» Directions: Among the entries that follow, the required portion opens with the line containing "position:absolute; left:485px; top:905px;" and closes with the line containing "display:grid; grid-template-columns:46px 1fr". Give that portion again exactly, and nothing else.

*** Source material Section Begins ***

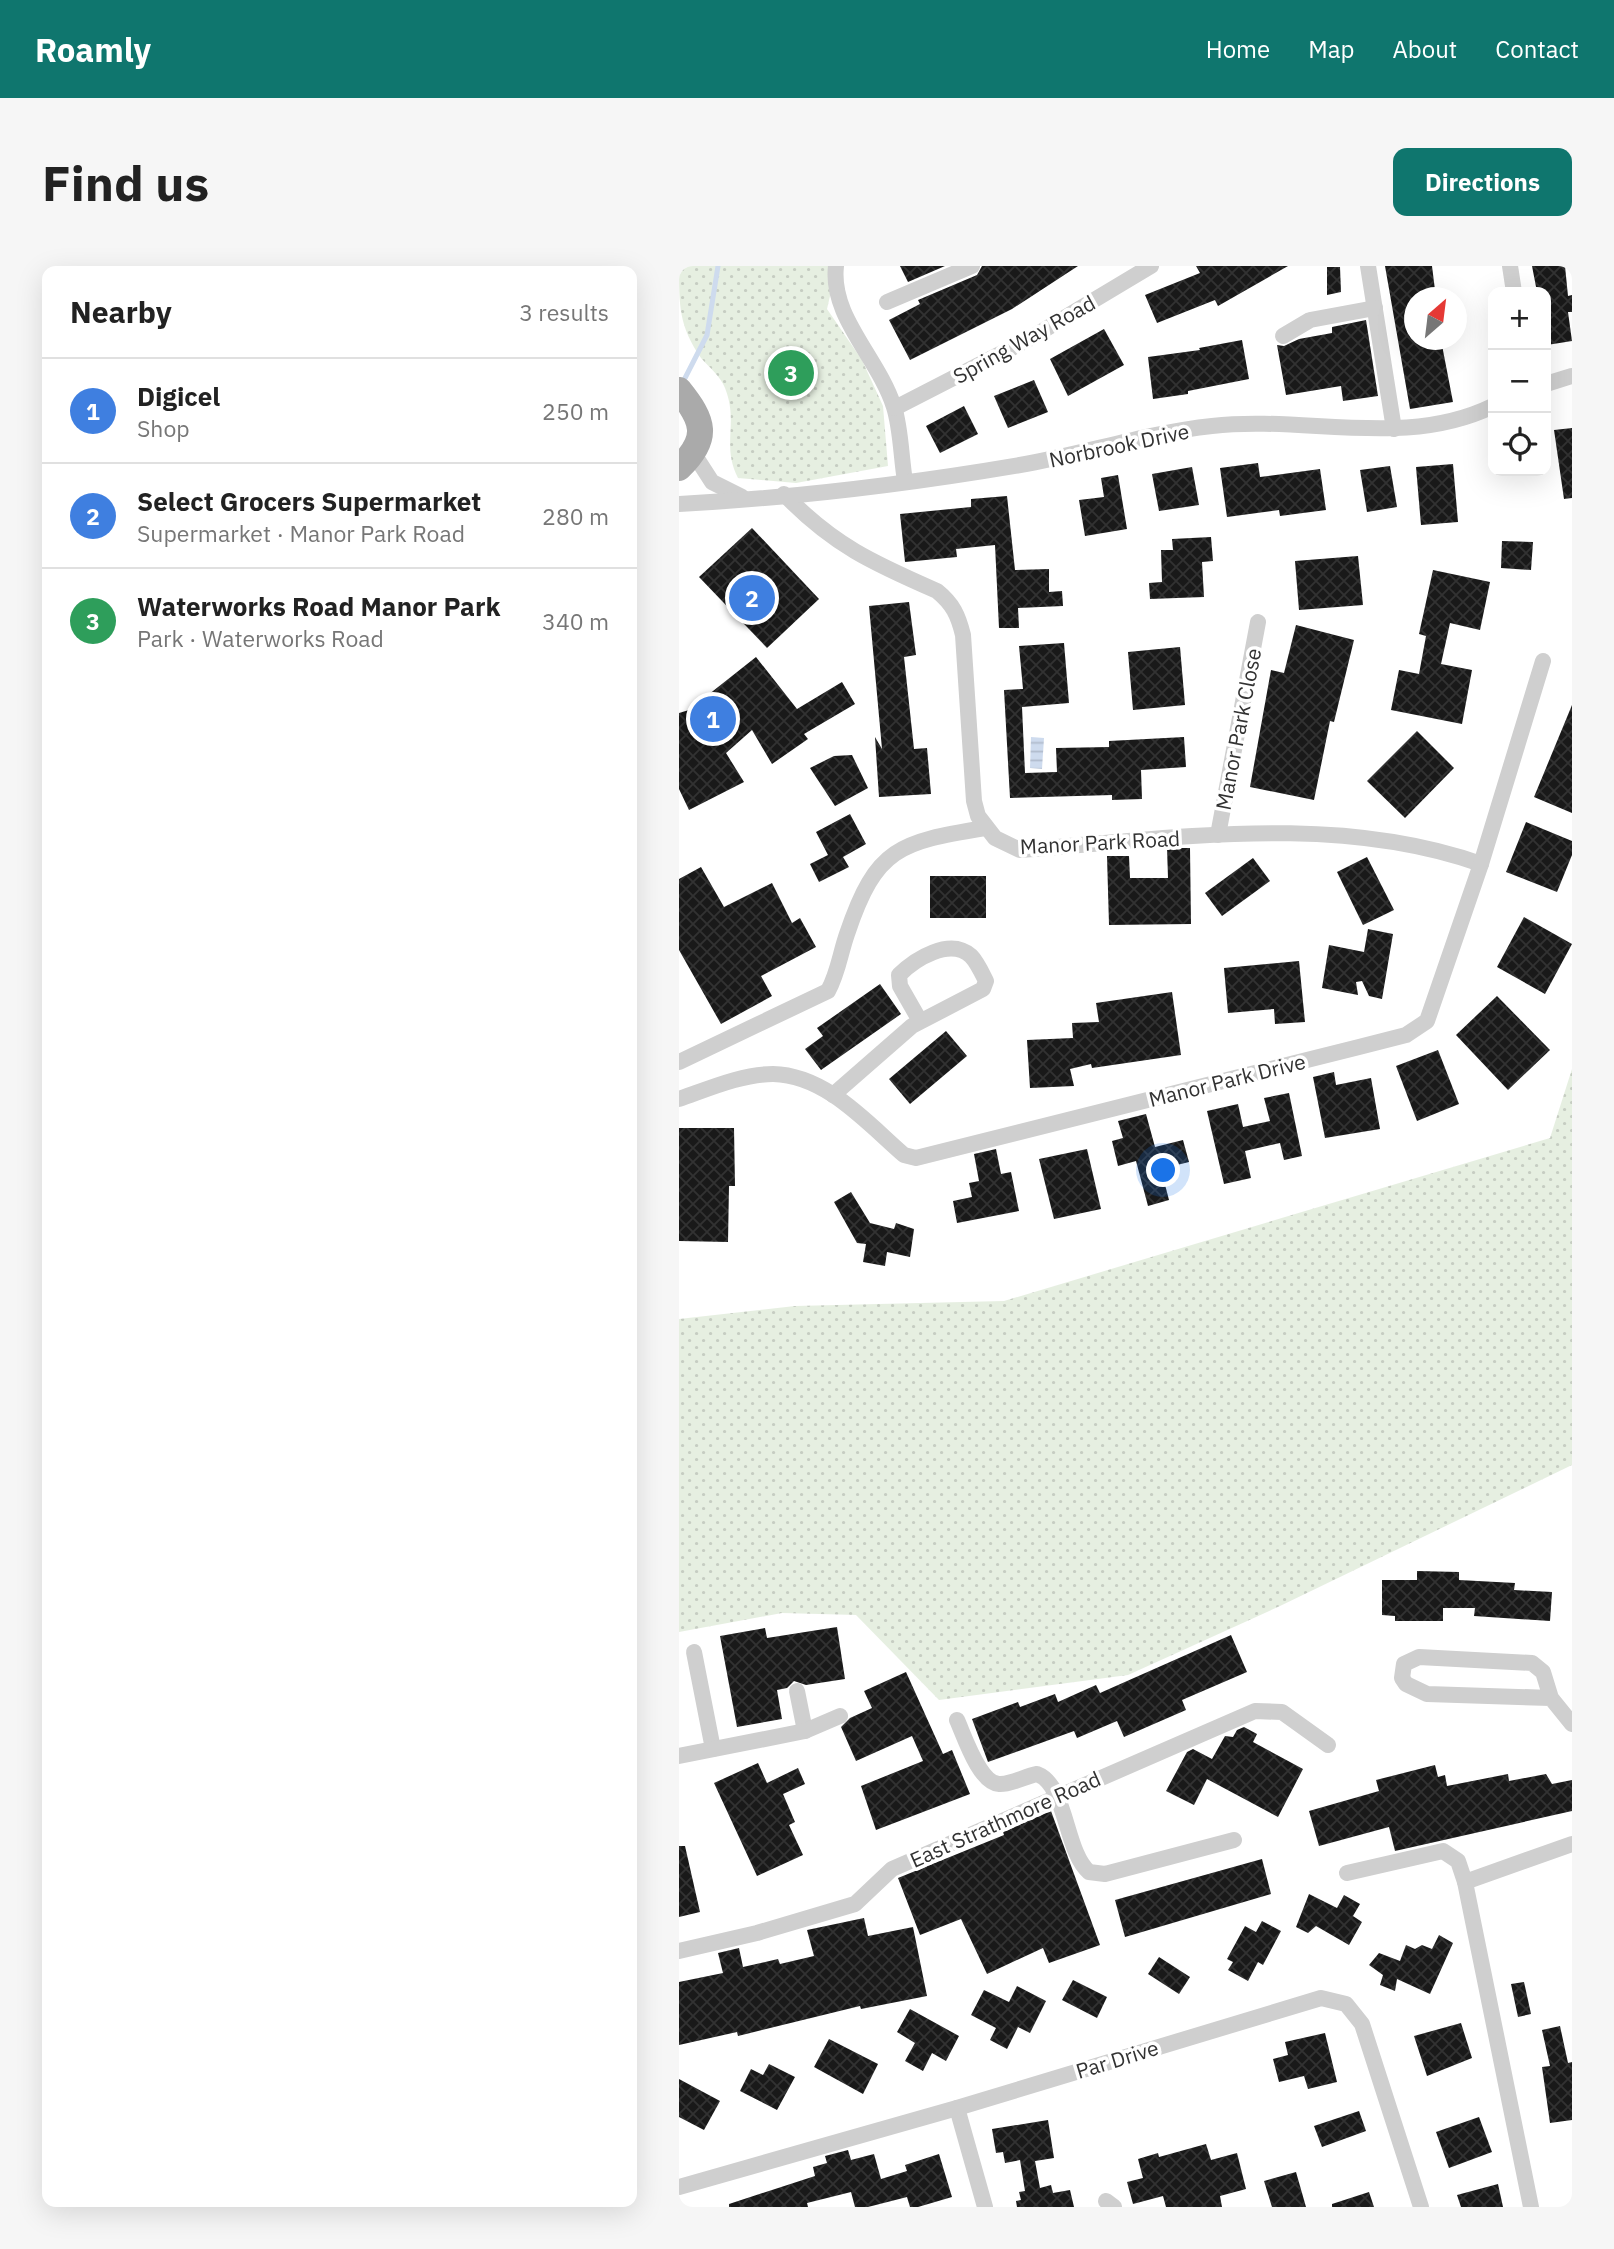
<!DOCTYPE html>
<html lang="en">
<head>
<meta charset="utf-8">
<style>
	body { margin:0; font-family:"IBM Plex Sans",sans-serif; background:#f6f6f6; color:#222 }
	.controls { position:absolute; right:21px; top:21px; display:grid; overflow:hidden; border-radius:14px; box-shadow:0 7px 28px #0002 }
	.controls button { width:63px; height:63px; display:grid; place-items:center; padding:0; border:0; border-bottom:2px solid #e0e0e0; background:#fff; color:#222; font:35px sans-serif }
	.compass { position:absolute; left:725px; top:21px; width:63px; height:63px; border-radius:50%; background:#fff; box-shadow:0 7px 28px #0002; rotate:28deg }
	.you { position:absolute; left:485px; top:905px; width:24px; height:24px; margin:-18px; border:5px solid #fff; border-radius:50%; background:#1a73e8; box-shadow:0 0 0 10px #1a73e833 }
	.badge { display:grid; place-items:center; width:46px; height:46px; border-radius:50%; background:#0f766e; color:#fff; font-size:23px; font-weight:700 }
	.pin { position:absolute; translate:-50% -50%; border:4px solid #fff; box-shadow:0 2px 7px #0006 }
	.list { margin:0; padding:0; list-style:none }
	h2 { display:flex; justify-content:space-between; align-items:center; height:91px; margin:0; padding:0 28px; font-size:30px }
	h2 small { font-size:23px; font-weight:400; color:#767676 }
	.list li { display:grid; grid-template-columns:46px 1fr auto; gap:21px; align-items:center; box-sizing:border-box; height:105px; padding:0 28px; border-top:2px solid #e0e0e0 }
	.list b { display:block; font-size:26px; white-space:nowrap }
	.list p { margin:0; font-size:23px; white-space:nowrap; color:#767676 }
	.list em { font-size:23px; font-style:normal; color:#767676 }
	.icon { flex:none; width:38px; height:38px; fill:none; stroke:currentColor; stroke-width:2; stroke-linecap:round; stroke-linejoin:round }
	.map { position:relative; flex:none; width:893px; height:1941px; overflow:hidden; border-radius:14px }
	header { display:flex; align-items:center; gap:42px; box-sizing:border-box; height:98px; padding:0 35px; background:#0f766e; color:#fff }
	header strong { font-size:33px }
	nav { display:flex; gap:38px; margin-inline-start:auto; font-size:24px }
	.intro { display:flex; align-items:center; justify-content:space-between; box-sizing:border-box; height:168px; padding:0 42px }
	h1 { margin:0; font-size:49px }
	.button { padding:18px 32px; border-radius:14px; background:#0f766e; color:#fff; font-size:24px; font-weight:700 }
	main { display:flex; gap:42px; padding:0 42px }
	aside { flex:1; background:#fff; border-radius:14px; box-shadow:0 7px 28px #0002 }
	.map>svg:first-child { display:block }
	.grass { fill:url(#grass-dots) }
	.water { fill:url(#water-rules) }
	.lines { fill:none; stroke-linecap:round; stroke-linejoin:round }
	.stream { stroke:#cedbee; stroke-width:5 }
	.building { fill:url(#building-cross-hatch) }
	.minor { stroke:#cfcfcf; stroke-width:16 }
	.primary { stroke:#aaa; stroke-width:26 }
	.labels { text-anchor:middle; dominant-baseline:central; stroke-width:7; stroke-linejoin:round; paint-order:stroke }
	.street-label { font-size:21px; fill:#323232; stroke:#fff }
</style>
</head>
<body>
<header>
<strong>Roamly</strong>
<nav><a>Home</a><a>Map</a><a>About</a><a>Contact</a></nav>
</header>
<div class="intro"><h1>Find us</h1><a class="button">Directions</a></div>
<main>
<aside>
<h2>Nearby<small>3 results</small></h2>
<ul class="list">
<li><span class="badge" style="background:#3f7fe0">1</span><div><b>Digicel</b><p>Shop</p></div><em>250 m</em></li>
<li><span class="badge" style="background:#3f7fe0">2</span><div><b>Select Grocers Supermarket</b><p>Supermarket · Manor Park Road</p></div><em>280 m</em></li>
<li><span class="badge" style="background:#2e9e5b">3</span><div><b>Waterworks Road Manor Park</b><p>Park · Waterworks Road</p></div><em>340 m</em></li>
</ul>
</aside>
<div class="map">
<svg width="893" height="1941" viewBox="0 0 893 1941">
	<defs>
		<pattern id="grass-dots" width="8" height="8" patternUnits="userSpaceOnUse" patternTransform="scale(1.75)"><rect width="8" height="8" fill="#e6efe1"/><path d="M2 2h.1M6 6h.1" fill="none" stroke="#c6cdc2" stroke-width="1.8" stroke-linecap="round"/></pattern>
		<pattern id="water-rules" width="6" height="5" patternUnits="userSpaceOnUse" patternTransform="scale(1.75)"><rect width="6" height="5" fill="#cedbee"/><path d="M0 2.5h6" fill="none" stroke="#b1bccd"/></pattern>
		<pattern id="building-cross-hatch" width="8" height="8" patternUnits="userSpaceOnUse" patternTransform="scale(1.75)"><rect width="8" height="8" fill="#191919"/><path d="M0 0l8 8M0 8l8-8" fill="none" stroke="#323232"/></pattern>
	</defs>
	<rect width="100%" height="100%" fill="#fff"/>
	<g class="grass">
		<path d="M 0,0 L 158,0 L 148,43 L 183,94 L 204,140 L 209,200 L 117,217 L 59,212 C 42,179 60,157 46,122 C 42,111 30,101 22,92 C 0,60 0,40 0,0 Z"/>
		<polygon points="893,803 893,1199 601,1340 449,1409 260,1434 177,1349 103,1347 0,1366 0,1053 116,1040 325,1035 871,872"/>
	</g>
	<polygon class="water" points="352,471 365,472 363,503 351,502"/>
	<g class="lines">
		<polyline class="stream" points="4,116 28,69 39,0"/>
	</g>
	<g class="building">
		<polygon points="221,0 266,0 229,16"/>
		<polygon points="303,0 399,0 333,43 231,94 210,54 241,38 239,34 298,9"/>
		<polygon points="517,0 609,0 539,40 536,34 478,57 466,29 521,7"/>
		<polygon points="706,0 753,0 757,32 736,32 736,74 762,74 774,136 731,143"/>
		<polygon points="853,0 886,0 889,30 893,29 893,46 889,46 893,75 868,79 867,26 858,26"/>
		<polygon points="648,1 661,1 662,26 648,29"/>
		<polygon points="687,54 699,130 664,135 662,120 607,129 598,79 605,80 620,73 653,67 653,61"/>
		<polygon points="425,63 445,99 389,130 371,93"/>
		<polygon points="563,74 570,113 509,125 509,128 474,133 469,91 521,84 520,82"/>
		<polygon points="355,114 369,146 329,162 315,130"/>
		<polygon points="285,140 299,168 261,187 247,160"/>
		<polygon points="893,162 893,232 885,233 875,164"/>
		<polygon points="579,197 581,211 641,203 647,244 601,250 600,244 548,251 541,202"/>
		<polygon points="774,198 779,256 742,259 737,201"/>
		<polygon points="711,200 718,241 688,246 681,204"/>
		<polygon points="513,201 520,239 480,245 473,208"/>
		<polygon points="439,209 448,263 406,270 400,234 425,231 422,212"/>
		<polygon points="328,230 336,304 370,303 370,326 383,325 384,340 339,342 340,362 320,362 316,279 277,283 278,291 226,296 221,248 292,241 292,233"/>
		<polygon points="73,262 140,333 88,382 20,311"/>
		<polygon points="532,271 534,295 523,296 525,331 471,333 470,317 483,316 482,284 494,284 493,273"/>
		<polygon points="823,275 854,276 852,304 822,302"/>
		<polygon points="679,290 684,339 620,344 616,295"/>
		<polygon points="754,304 811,316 801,364 771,357 762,398 793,404 783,458 712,444 720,404 740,408 747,370 740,368"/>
		<polygon points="230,336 237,389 225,391 235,483 248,482 252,528 200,531 196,471 203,483 190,340"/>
		<polygon points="617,359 675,374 655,456 651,455 635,534 571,521 592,404 605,407"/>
		<polygon points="385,377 390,437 343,441 346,507 378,506 377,482 430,481 430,475 505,471 507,501 462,504 463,533 433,534 433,529 331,532 325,424 344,423 340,380"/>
		<polygon points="501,381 506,439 454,444 449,386"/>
		<polygon points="77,391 118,443 163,416 176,438 125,468 129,473 93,498 73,464 47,487 65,516 10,544 0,523 0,447 10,444"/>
		<polygon points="893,439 893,547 855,531"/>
		<polygon points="738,465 775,502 726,552 688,515"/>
		<polygon points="173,489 189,522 156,540 131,502 155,490"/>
		<polygon points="171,548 187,578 164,591 170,601 140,616 131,598 149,589 137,566"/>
		<polygon points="847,556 893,575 893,589 878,626 827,606"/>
		<polygon points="488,582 511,582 512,658 430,659 428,590 450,590 451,612 489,612"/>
		<polygon points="688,591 715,644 684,659 658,606"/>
		<polygon points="574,592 591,615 543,650 526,627"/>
		<polygon points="22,601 45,641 93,617 113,657 121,652 137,681 82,710 93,730 42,758 0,684 0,613"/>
		<rect x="251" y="610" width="56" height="42"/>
		<polygon points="845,651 893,678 866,728 818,701"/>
		<polygon points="689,663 714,668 703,733 690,730 683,715 677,716 679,729 643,722 650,679 685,686"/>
		<polygon points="620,695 626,756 596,758 595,743 549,747 545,702"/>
		<polygon points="201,718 222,748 142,804 126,783 144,770 138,762"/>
		<polygon points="493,726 502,789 413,802 412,798 391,803 395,820 351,822 348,774 394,772 393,757 420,756 417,737"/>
		<polygon points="818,730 871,784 829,824 777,769"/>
		<polygon points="267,765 288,790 231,838 210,813"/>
		<polygon points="759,784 780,838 738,855 717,800"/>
		<polygon points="655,806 657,819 692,812 701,863 646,872 634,811"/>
		<polygon points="610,827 623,890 605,894 601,877 566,885 572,912 545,918 528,845 559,838 564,861 591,855 585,832"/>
		<polygon points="467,848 476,881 504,874 510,896 482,903 490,934 469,940 457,895 439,900 433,875 444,872 439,855"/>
		<polygon points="0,862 55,862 56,920 50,920 49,976 0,975"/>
		<polygon points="317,883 322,908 332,906 340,945 278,957 274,935 293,931 290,917 300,915 295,888"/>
		<polygon points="408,883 422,943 375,953 360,893"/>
		<polygon points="172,926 191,957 215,963 217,957 235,963 231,991 208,986 206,1000 184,996 187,978 178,977 155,936"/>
		<polygon points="738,1305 780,1306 780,1314 836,1317 835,1324 873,1326 871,1355 795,1350 796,1342 764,1342 764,1355 716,1355 716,1350 703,1349 703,1314 738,1314"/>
		<polygon points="158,1361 166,1413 127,1419 115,1415 108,1422 98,1424 103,1453 58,1461 41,1370 86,1362 88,1372"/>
		<polygon points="552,1369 568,1406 503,1434 507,1444 445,1471 438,1455 398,1472 395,1465 309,1496 293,1453 339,1436 341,1441 376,1428 379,1436 417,1419 421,1427"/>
		<polygon points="227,1406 264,1488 273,1484 291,1528 197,1564 182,1520 244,1495 233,1470 177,1495 162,1461 171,1452 193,1442 185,1425"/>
		<polygon points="565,1461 578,1468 574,1476 624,1503 599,1551 528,1513 515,1539 487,1525 508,1486 514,1483 533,1493 546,1470 554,1471 558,1464"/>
		<polygon points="79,1497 88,1517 119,1502 126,1518 104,1528 116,1556 110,1559 124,1589 78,1610 35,1517"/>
		<polygon points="756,1499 759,1511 766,1509 768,1520 829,1508 830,1515 867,1508 873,1518 893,1514 893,1545 716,1585 710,1561 640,1580 630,1545 700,1525 697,1514"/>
		<polygon points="372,1545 421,1679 370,1697 364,1682 308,1708 282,1653 241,1669 219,1612 325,1569 324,1566"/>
		<polygon points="0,1580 6,1580 21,1646 0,1651"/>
		<polygon points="583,1593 592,1628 446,1671 436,1634"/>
		<polygon points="630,1628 658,1642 665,1629 681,1638 674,1650 683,1656 670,1679 637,1660 629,1667 617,1661"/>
		<polygon points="185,1652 189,1670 234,1661 248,1730 182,1743 181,1740 59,1770 58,1766 0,1779 0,1716 44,1707 39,1687 60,1682 64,1701 99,1693 101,1698 135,1690 128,1664"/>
		<polygon points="583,1655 602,1665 584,1699 579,1696 569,1715 549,1704 554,1696 548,1693 566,1660 577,1666"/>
		<polygon points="760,1669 774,1677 751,1728 718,1713 716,1725 701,1719 704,1709 690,1699 700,1687 721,1695 727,1679 736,1683 743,1679 753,1683"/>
		<polygon points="480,1691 511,1711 500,1728 469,1708"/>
		<polygon points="394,1714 428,1731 418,1752 383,1734"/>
		<polygon points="845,1716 852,1748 839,1751 832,1718"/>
		<polygon points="338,1720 367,1735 351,1767 339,1761 328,1783 311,1774 317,1762 292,1749 305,1724 330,1736"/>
		<polygon points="231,1743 280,1770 267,1795 253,1787 244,1805 226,1795 236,1777 218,1766"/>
		<polygon points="782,1757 793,1792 748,1810 735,1770"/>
		<polygon points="881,1760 889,1797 893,1796 893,1854 871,1857 863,1801 871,1800 863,1764"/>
		<polygon points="646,1767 658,1816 629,1823 625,1810 600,1816 594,1793 609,1789 606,1776"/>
		<polygon points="150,1773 199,1798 184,1828 135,1801"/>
		<polygon points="90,1798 116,1811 98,1844 61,1825 72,1803 84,1809"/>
		<polygon points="0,1813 41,1835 25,1864 0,1851"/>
		<polygon points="680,1845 687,1865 643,1881 635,1860"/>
		<polygon points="800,1851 813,1886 770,1902 757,1866"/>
		<polygon points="369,1854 375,1892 356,1895 361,1922 372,1919 374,1927 391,1924 395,1941 338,1941 337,1935 342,1934 340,1926 346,1925 341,1894 326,1897 324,1886 317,1887 313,1863"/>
		<polygon points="527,1878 532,1894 558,1887 567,1923 541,1930 543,1941 487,1941 484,1930 454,1938 448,1916 464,1912 459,1893 479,1887 480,1891"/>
		<polygon points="169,1884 172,1894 195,1888 202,1913 228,1905 226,1899 260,1888 273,1931 239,1941 231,1941 228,1931 189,1941 176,1941 172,1926 128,1937 129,1941 50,1941 50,1938 136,1910 134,1901 148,1897 146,1890"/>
		<polygon points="617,1906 627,1941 593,1941 585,1915"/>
		<polygon points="819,1918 824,1941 782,1941 778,1929"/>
		<polygon points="690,1926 695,1941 653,1941 653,1938"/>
	</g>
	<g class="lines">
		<g class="minor">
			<path d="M 157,0 C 151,51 199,91 215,141 C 222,163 222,191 226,215"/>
			<polyline points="689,0 715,163"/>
			<polyline points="831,0 835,26"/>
			<polyline points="208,36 293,0"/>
			<polyline points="604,70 631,54 696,42"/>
			<polyline points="867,118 893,110"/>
			<polyline points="216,142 350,73 472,0"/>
			<polyline points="15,188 33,216 63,231"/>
			<path d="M 105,228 C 154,279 194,297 258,325 C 274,338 279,349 284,369 L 295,535 L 299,550 L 316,572 L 341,584 C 493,573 655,546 802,598"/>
			<path d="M 0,238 C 113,232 229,218 341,199 C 405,188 468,167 533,160 C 626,149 726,183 814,140"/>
			<polyline points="539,569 579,356"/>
			<path d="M 0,796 L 149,725 C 159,707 161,688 168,668 C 197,581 221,576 306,562"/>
			<path d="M 154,829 L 233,760 L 304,723 L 307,715 C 303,707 298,696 292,690 C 271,671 236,693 220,709 L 221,720 L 241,755"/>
			<path d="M 0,833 C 29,823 63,808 94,808 C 147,809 188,857 225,889 L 237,892 L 680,781 L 727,769 L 748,755 L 802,598 L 864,395"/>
			<polyline points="15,1386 34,1483"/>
			<polyline points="118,1425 126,1465"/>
			<polyline points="872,1432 748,1428 727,1418 723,1412 725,1398 740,1391 853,1397 864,1406 872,1432 893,1458"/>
			<path d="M 278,1454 C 285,1469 300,1517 320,1518 C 332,1519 346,1510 358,1508 C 388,1519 386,1586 410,1606 L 426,1608 L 555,1574"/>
			<polyline points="0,1490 126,1465 161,1450"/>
			<polyline points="668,1607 764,1585 779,1595 786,1616"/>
			<polyline points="0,1685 78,1667 176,1638 213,1603 576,1445 603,1446 649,1479"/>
			<polyline points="278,1842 306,1941"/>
			<polyline points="0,1921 278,1842 642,1732 667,1738 683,1758 742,1941"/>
			<polyline points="427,1935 435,1941"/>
			<polyline points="852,1941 786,1616 893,1578"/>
		</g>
		<path class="primary" d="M 0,124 C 25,155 31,172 0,202"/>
	</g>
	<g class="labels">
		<g class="street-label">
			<text transform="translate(345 73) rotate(-29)">Spring Way Road</text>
			<text transform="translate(440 179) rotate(-12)">Norbrook Drive</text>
			<text transform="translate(559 463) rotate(-79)">Manor Park Close</text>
			<text transform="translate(421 576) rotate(-3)">Manor Park Road</text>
			<text transform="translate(548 814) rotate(-14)">Manor Park Drive</text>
			<text transform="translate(326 1553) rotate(-24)">East Strathmore Road</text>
			<text transform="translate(438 1793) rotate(-17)">Par Drive</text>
		</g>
	</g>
</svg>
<div class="controls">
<button>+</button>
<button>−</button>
<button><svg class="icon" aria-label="locate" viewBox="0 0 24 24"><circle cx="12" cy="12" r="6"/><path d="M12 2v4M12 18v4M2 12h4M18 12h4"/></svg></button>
</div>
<svg class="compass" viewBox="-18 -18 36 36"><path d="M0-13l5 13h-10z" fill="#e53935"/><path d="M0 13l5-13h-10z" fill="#767676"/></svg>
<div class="you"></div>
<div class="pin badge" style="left:34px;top:453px;background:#3f7fe0">1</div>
<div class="pin badge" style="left:73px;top:332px;background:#3f7fe0">2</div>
<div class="pin badge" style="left:112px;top:107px;background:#2e9e5b">3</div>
</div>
</main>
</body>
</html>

*** Source material Section Ends ***

» Task response:
	.you { position:absolute; left:485px; top:905px; width:24px; height:24px; margin:-18px; border:5px solid #fff; border-radius:50%; background:#1a73e8; box-shadow:0 0 0 10px #1a73e833 }
	.badge { display:grid; place-items:center; width:46px; height:46px; border-radius:50%; background:#0f766e; color:#fff; font-size:23px; font-weight:700 }
	.pin { position:absolute; translate:-50% -50%; border:4px solid #fff; box-shadow:0 2px 7px #0006 }
	.list { margin:0; padding:0; list-style:none }
	h2 { display:flex; justify-content:space-between; align-items:center; height:91px; margin:0; padding:0 28px; font-size:30px }
	h2 small { font-size:23px; font-weight:400; color:#767676 }
	.list li { display:grid; grid-template-columns:46px 1fr auto; gap:21px; align-items:center; box-sizing:border-box; height:105px; padding:0 28px; border-top:2px solid #e0e0e0 }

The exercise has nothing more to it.